R Murty K, Thanks for reading the article. Your story reveals the downside to taking advantage of this driving opportunity, which is that many motorists don't know about it. They think we are breaking the law by using it. One of these days, that driver is going to hear about this law and will think about his hasty reaction.

R Murty K 15 months ago

I live in Fort Lee, New Jersey. I just made a left turn on red light from one way street (Bridge Plaza North) to one way street (Lynwood Avenue). I was on the left lane of the departing street, and I entered left lane of destination street. I didn't interfere with the oncoming traffic. There was no "No Left Turn on Red" sign at the intersection.
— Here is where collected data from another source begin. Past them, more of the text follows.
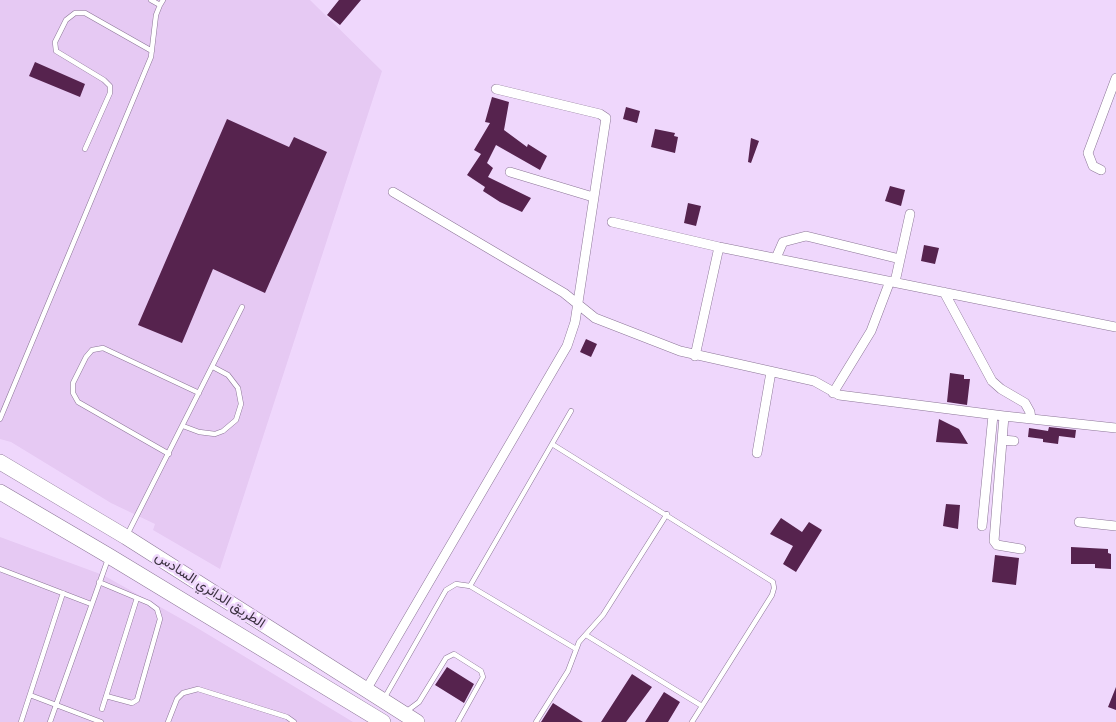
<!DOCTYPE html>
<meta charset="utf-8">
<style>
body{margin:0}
canvas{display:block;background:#efd7fc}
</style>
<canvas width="1116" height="722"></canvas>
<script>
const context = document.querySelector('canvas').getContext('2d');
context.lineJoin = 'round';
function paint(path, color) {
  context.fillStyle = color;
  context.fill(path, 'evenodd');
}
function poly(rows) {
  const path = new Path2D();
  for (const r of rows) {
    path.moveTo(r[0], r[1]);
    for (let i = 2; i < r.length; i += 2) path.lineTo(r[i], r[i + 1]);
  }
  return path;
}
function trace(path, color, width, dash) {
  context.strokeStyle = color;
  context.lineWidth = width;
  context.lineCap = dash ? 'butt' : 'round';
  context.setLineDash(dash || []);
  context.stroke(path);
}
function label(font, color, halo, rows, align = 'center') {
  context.font = font + ' Figtree,Vazirmatn,sans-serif';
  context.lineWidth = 5;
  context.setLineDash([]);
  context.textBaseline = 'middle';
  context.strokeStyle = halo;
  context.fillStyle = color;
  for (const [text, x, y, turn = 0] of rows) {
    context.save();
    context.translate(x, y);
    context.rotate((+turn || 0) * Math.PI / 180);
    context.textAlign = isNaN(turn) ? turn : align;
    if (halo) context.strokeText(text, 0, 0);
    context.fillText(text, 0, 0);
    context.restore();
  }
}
const built = poly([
 [0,0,310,0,382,71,220,569,153,530,155,524,111,503,11,442,0,439],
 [0,537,103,575,194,626,353,722,0,722]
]);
const building = poly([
 [339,0,361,0,340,25,327,15],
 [35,62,85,84,80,97,29,76],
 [492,97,509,102,504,130,527,147,528,144,547,156,540,170,496,145,487,163,493,168,488,177,531,198,522,212,500,202,483,191,485,187,467,175,481,154,474,150,490,123,485,122],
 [626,107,640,111,637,123,623,119],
 [227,119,289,147,294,137,327,152,265,293,213,269,182,343,138,325],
 [655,129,675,133,674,136,678,137,675,153,651,147],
 [751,138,759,141,751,163,748,162],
 [890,186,905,190,901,206,885,201],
 [688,203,701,206,696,226,684,223],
 [924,245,939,248,935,264,921,261],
 [586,339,597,344,591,357,580,352],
 [950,373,964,375,964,379,970,379,967,405,947,402],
 [939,419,959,429,968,444,936,442],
 [1049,427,1076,430,1075,438,1059,436,1058,444,1043,442,1043,439,1028,437,1029,428,1048,431],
 [946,504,960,505,958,529,943,526],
 [781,518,802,532,809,522,822,530,796,572,783,564,793,546,770,534],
 [1071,547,1108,549,1108,553,1111,554,1111,569,1095,568,1095,564,1071,564],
 [995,555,1019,558,1016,585,992,582],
 [447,667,474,684,464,703,435,685],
 [632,674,652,687,626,722,601,722],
 [1116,687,1116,710,1108,707],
 [664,692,680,702,668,722,645,722],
 [553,703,583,722,541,722]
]);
const service = poly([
 [151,0,160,5,163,0],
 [85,149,110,93,110,86,104,80,56,51,55,42,66,20,75,13,85,13,152,51],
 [0,419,151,57,156,15,160,5],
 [183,426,199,432,215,434,223,431,236,420,241,404,238,388,228,375,213,367],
 [552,444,773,582,774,588,772,595,692,722],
 [169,454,78,402,73,393,73,383,86,357,92,350,103,348,199,393],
 [127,535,242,307],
 [0,569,91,604],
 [99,582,149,603,157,609,160,619,137,700,132,703,106,696],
 [470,586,571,411],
 [586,635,702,706],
 [30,695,101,722],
 [385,697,446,590,456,584,470,586,576,649],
 [102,709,137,598],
 [407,711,419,702,446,658,454,654,481,671,483,677,458,722],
 [21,722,63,593],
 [50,722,108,559],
 [168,722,177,699,183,693,198,689,287,717,294,722],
 [536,722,568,671,579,642,603,615,667,514]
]);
const minor = poly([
 [1101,170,1093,166,1088,153,1116,78],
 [510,172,593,197],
 [393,192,564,293,595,318,680,351,814,381,839,395,1004,416,1116,428],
 [612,222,719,247,1116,327],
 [776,258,783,242,806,236,900,259],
 [895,282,910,214],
 [944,292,992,381,1001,389,1025,403,1030,412,1031,419],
 [695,356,719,247],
 [833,393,871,331,890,281],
 [1004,416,994,541,997,545,1021,549],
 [1002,440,1014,441],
 [757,453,771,372],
 [1079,522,1116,526],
 [982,526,993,415],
 [366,690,567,346,575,322,606,118,600,114,496,89]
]);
const trunk = poly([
 [0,462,126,537,417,722],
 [0,492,109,556,383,722]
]);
const streetNames = [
 ["الطريق الدائري السادس",210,590,33]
];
paint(built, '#e6c9f3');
paint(building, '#56234e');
trace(service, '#8c7697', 5.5);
trace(minor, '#8c7697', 10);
trace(trunk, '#8c7697', 16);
trace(service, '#fff', 4.5);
trace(minor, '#fff', 9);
trace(trunk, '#fff', 15);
label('14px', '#3a303f', '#efd7fc', streetNames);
</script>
Unfortunately, the motorist ahead of me slowed down, rolled down the window, and waved a question mark with his hand, and gave me an angry look. Now that I checked at this website, I am glad I didn't break the law!

cam8510 profile image

cam8510 3 years ago from Columbus, Georgia until the end of November 2016. Author

Tinsky, very funny:) about your mother in-law. When I get to OLD Australia, I will not be driving. We will all be safer that way. Thanks for stopping in and it is very nice to meet you.

Tinsky profile image

Tinsky 3 years ago from Brisbane, Australia

I live in QLD Australia and obviously we drive on the left side of the road (which is the "right" side yes?), same as the UK. We do not have this rule in Queensland but I have been a very scared passenger in the USA while my mother in-law 'ran the red'. We generally either have a green arrow to turn or a special turning lane with a give-way sign. If its red in Australia you have to stop until the light is green.

cam8510 profile image

cam8510 4 years ago from Columbus, Georgia until the end of November 2016. Author

cavedweller, I think a lot of people feel that way. That's why it took me so long to begin taking advantage of the law. Thanks for reading and commenting.

cavedweller profile image

cavedweller 4 years ago from Chicago

Wow, thats crazy...I'm confused just thinking about it.

cam8510 profile image

cam8510 4 years ago from Columbus, Georgia until the end of November 2016. Author

Thank you for reading my hub MarleneB. I actually learned it from a female friend who, like your husband, is an impatient driver. I'm not an impatient driver. I just like to be different.

MarleneB profile image

MarleneB 4 years ago from Northern California, USA

I live in California and I have turned left at a red light. Although I knew it was legal, it still felt wrong. I guess that's because I have never seen anyone do it except my husband who is an impatient driver and he uses all the rules to his advantage. He's the reason I learned about the rule in the first place. Nice hub.